The lack of evidence from poorer parts of the world is worrying. Given the well-established links between poor nutrition and infectious disease on children’s cognitive development [100,101], the HPS framework should have much to offer in such contexts. Conversely, the tripling of obesity levels in just twenty years in low- and middle-income countries [102] demands cross-sectoral action, which the HPS framework might help address. Also, aggressive marketing of tobacco in the developing world has led to an increase in smoking, and any substantial increase in adolescent smoking in these contexts will have devastating consequences for future adult health [11:1636]. There are over three billion 0–24 year-olds alive today, almost 90% of whom live in low-and middle-income countries [103]. Investing in child and adolescent health in such contexts is crucial for improving population health and, consequently, national economic development.

Finally, our review highlights the lack of evidence regarding the educational impact of the HPS framework. Only four studies measured academic attainment or student attendance. This is disappointing for two reasons. First, it suggests researchers may have failed to grasp that improving educational outcomes is, in itself, a public health priority. Second, interventions are more likely to be successful and scaled up if educationalists are convinced it will contribute to the core mission of schools: to educate students. The WHO recently highlighted the lack of attention paid to the impact of child health on educational outcomes in high-income countries [12]. Future HPS evaluations should seek to address this gap.
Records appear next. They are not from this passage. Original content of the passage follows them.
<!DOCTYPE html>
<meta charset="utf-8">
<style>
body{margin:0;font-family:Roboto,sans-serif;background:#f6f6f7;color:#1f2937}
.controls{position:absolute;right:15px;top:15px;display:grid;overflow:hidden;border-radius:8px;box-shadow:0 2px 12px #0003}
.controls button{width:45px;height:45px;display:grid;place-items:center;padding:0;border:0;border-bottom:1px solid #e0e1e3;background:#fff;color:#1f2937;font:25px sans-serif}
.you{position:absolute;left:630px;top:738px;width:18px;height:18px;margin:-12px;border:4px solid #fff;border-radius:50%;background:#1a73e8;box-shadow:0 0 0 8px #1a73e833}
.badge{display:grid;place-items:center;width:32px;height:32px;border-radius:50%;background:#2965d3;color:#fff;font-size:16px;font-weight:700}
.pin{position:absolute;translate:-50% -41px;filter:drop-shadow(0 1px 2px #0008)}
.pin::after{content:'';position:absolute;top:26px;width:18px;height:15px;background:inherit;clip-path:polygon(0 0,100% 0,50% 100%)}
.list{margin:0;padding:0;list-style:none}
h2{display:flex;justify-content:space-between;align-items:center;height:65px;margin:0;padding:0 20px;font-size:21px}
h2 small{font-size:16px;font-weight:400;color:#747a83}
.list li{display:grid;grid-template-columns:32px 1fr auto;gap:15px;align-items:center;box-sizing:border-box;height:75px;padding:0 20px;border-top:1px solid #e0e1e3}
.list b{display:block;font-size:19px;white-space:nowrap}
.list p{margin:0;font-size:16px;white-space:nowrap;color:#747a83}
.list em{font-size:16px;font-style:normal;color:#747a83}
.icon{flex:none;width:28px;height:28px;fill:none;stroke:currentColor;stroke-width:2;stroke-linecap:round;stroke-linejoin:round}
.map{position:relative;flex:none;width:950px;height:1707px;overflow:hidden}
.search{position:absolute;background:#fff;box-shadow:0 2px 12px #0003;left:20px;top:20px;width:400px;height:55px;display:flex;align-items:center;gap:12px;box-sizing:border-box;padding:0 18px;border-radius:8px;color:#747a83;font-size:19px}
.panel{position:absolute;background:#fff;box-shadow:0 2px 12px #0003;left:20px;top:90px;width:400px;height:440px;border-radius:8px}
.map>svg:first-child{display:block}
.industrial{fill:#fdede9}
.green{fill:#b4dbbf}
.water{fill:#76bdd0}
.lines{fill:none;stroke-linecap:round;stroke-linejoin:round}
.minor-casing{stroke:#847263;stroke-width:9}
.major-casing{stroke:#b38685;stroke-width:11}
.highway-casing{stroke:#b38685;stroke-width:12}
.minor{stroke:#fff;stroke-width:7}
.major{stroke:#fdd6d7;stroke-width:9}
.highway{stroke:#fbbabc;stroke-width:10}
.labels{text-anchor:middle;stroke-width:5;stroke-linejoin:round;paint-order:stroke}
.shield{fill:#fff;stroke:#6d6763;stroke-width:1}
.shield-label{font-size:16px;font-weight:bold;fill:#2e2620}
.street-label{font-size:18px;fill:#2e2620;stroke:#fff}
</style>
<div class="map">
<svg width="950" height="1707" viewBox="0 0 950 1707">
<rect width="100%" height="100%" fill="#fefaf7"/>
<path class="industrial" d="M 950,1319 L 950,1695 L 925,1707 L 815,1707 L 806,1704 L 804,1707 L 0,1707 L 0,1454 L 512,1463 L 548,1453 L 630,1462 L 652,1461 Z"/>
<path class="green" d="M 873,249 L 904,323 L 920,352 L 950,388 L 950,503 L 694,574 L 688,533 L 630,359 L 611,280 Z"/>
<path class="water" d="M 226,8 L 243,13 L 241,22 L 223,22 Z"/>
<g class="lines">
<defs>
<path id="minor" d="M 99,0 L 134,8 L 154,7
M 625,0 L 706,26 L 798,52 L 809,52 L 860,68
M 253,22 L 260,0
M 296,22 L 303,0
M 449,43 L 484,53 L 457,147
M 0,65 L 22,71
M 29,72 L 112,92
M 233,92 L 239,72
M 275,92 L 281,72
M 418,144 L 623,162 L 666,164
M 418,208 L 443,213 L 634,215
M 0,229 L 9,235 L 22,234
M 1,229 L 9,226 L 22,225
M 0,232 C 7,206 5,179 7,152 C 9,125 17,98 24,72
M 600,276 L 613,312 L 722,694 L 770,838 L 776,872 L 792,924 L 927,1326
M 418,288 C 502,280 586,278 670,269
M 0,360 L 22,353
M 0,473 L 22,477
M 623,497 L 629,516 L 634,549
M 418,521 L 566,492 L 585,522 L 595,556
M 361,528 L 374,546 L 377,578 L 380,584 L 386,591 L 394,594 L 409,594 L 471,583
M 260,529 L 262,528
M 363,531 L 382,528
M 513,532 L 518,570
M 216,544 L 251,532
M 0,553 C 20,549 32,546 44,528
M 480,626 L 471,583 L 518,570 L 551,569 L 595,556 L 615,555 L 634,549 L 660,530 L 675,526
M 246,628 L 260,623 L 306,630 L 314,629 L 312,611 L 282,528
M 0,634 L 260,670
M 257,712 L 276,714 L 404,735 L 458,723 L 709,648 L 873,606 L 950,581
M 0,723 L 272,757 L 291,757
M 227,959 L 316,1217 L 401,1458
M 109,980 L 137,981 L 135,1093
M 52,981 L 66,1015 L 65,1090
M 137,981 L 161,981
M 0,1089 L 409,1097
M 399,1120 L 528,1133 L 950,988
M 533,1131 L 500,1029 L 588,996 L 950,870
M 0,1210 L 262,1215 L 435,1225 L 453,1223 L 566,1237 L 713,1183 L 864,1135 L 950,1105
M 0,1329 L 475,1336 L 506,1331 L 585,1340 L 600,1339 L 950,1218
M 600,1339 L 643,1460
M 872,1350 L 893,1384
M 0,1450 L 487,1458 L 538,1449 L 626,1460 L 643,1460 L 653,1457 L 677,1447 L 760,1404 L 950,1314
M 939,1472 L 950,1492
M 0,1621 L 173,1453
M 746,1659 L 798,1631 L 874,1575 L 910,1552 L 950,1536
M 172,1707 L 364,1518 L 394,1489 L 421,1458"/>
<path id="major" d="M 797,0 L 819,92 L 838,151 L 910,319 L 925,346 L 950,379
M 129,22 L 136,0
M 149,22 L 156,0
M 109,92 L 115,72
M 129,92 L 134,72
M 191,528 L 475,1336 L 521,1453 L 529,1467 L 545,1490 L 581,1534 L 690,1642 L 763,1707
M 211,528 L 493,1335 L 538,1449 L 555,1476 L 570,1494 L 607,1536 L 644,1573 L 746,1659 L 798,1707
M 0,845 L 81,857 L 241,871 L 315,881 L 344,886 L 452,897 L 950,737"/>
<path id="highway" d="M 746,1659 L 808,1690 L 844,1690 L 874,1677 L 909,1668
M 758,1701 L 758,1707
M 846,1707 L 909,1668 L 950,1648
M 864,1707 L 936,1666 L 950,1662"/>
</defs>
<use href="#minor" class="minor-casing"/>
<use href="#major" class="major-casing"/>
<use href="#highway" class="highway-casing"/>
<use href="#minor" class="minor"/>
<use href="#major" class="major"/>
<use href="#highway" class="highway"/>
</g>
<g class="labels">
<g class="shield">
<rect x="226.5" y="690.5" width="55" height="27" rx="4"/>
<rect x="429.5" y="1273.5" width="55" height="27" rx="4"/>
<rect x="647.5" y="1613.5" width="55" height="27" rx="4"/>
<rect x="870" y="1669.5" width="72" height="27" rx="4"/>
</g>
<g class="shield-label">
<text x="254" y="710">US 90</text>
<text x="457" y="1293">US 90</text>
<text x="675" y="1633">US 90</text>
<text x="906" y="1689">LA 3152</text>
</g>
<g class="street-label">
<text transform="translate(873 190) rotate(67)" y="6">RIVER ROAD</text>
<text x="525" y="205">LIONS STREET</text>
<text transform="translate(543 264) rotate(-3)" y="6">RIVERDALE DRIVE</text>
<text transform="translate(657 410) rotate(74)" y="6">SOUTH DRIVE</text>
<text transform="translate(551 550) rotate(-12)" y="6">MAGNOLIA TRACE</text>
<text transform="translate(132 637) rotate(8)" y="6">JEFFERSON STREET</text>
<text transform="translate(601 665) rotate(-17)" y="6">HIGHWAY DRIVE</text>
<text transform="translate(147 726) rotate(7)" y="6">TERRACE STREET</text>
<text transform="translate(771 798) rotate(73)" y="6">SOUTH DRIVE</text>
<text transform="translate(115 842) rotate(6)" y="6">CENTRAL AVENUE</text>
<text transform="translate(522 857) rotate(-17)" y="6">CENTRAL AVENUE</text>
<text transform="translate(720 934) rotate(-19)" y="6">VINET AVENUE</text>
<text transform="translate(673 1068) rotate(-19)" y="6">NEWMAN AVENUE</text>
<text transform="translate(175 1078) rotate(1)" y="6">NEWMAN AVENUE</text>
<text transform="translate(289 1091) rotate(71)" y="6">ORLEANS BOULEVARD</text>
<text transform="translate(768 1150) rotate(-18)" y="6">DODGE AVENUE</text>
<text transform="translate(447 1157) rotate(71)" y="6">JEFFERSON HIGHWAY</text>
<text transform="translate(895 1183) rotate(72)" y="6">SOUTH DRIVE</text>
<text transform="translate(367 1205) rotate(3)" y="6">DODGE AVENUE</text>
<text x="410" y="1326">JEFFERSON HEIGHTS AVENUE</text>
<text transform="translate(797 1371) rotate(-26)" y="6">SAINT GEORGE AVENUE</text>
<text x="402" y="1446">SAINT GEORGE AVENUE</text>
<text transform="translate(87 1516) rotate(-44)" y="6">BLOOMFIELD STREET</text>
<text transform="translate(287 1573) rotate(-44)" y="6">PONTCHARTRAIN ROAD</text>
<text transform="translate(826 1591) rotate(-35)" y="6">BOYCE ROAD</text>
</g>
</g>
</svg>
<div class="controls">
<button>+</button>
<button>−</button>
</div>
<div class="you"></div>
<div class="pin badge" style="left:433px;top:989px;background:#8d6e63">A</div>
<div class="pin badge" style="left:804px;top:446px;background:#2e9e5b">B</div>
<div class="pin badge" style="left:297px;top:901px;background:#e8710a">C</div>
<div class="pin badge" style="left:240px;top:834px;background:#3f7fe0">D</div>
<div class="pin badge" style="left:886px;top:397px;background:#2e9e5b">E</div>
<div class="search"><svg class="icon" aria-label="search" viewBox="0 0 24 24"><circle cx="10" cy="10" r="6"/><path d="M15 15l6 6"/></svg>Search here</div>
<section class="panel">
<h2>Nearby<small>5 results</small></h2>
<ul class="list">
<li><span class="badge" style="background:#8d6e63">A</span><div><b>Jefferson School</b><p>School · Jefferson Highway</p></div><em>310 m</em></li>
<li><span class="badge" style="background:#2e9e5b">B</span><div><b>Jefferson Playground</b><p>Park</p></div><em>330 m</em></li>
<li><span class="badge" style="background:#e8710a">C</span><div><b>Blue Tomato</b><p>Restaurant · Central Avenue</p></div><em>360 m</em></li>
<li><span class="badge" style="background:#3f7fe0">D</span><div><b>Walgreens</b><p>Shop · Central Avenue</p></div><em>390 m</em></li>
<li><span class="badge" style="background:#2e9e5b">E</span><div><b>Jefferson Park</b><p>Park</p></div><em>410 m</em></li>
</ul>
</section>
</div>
Child and adolescent health matter. Investment in these formative years can prevent suffering, reduce inequity, create healthy and productive adults and deliver social and economic dividends to nations. Schools are an obvious place to facilitate this investment given the inextricable links between health and education [104]. Ultimately the aim of these two disciplines is largely the same: to create healthy, well-educated individuals who can contribute successfully to society.

Despite the obvious connections, across the globe structural barriers prevent the realisation of this mutual agenda. Government departments responsible for health and education often operate in isolation from one another and this fundamental connection is lost. The WHO explicitly set out a new vision of health and education in its HPS framework, yet since its inception there appears to have been little advance in breaking down this siloed approach. Our review demonstrates the potential benefits of this approach for some health outcomes but not others. We have yet to see its benefit for education. This is a political issue. Governments must commit to fostering the meaningful cross departmental working that would allow this policy to achieve its potential.


This review has found the WHO HPS framework is effective at improving some aspects of student health and shows evidence of promise in improving others. The effects are small but potentially important at a population level.